Write each of the records out again exactly.

[Supplied data]
*-*-*
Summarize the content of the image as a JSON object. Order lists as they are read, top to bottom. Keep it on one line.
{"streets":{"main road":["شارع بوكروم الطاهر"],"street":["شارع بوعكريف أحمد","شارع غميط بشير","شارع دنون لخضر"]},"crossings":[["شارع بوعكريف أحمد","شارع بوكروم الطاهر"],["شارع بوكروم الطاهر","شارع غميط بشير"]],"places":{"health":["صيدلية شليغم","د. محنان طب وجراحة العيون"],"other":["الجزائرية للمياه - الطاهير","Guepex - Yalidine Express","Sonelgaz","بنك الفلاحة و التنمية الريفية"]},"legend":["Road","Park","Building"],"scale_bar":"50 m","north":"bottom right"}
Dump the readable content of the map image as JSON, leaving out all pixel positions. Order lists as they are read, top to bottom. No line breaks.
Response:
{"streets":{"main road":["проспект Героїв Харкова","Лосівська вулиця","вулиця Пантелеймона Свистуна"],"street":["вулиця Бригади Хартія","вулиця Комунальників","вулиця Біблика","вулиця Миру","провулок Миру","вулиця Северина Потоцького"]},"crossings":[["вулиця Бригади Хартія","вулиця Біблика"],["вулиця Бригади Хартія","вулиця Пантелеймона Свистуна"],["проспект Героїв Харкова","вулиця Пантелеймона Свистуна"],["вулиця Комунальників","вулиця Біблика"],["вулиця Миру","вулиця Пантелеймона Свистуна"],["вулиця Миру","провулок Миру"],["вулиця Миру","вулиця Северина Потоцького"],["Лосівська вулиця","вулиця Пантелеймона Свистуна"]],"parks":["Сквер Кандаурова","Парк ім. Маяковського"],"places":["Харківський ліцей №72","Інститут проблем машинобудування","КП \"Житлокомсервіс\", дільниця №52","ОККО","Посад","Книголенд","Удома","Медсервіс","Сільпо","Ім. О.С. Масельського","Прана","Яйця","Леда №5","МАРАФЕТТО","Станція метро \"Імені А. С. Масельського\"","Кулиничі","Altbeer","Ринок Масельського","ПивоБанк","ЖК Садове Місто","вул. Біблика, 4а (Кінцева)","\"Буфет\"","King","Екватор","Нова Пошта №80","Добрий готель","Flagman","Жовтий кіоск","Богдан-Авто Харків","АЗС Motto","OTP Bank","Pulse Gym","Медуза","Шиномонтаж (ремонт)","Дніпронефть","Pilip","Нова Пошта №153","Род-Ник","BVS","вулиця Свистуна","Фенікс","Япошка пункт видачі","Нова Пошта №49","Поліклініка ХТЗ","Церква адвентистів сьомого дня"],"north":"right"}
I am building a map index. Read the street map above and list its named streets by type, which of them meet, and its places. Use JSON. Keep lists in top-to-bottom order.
*-*-*
[Answer space]
Summarize the content of the image as a JSON object. Order lists as they are read, top to bottom. Keep it on one line.
{"streets":{"main road":["شارع بوكروم الطاهر"],"street":["شارع بوعكريف أحمد","شارع غميط بشير","شارع دنون لخضر"]},"crossings":[["شارع بوعكريف أحمد","شارع بوكروم الطاهر"],["شارع بوكروم الطاهر","شارع غميط بشير"]],"places":{"health":["صيدلية شليغم","د. محنان طب وجراحة العيون"],"other":["الجزائرية للمياه - الطاهير","Guepex - Yalidine Express","Sonelgaz","بنك الفلاحة و التنمية الريفية"]},"legend":["Road","Park","Building"],"scale_bar":"50 m","north":"bottom right"}
Dump the readable content of the map image as JSON, leaving out all pixel positions. Order lists as they are read, top to bottom. No line breaks.
Response:
{"streets":{"main road":["проспект Героїв Харкова","Лосівська вулиця","вулиця Пантелеймона Свистуна"],"street":["вулиця Бригади Хартія","вулиця Комунальників","вулиця Біблика","вулиця Миру","провулок Миру","вулиця Северина Потоцького"]},"crossings":[["вулиця Бригади Хартія","вулиця Біблика"],["вулиця Бригади Хартія","вулиця Пантелеймона Свистуна"],["проспект Героїв Харкова","вулиця Пантелеймона Свистуна"],["вулиця Комунальників","вулиця Біблика"],["вулиця Миру","вулиця Пантелеймона Свистуна"],["вулиця Миру","провулок Миру"],["вулиця Миру","вулиця Северина Потоцького"],["Лосівська вулиця","вулиця Пантелеймона Свистуна"]],"parks":["Сквер Кандаурова","Парк ім. Маяковського"],"places":["Харківський ліцей №72","Інститут проблем машинобудування","КП \"Житлокомсервіс\", дільниця №52","ОККО","Посад","Книголенд","Удома","Медсервіс","Сільпо","Ім. О.С. Масельського","Прана","Яйця","Леда №5","МАРАФЕТТО","Станція метро \"Імені А. С. Масельського\"","Кулиничі","Altbeer","Ринок Масельського","ПивоБанк","ЖК Садове Місто","вул. Біблика, 4а (Кінцева)","\"Буфет\"","King","Екватор","Нова Пошта №80","Добрий готель","Flagman","Жовтий кіоск","Богдан-Авто Харків","АЗС Motto","OTP Bank","Pulse Gym","Медуза","Шиномонтаж (ремонт)","Дніпронефть","Pilip","Нова Пошта №153","Род-Ник","BVS","вулиця Свистуна","Фенікс","Япошка пункт видачі","Нова Пошта №49","Поліклініка ХТЗ","Церква адвентистів сьомого дня"],"north":"right"}
I am building a map index. Read the street map above and list its named streets by type, which of them meet, and its places. Use JSON. Keep lists in top-to-bottom order.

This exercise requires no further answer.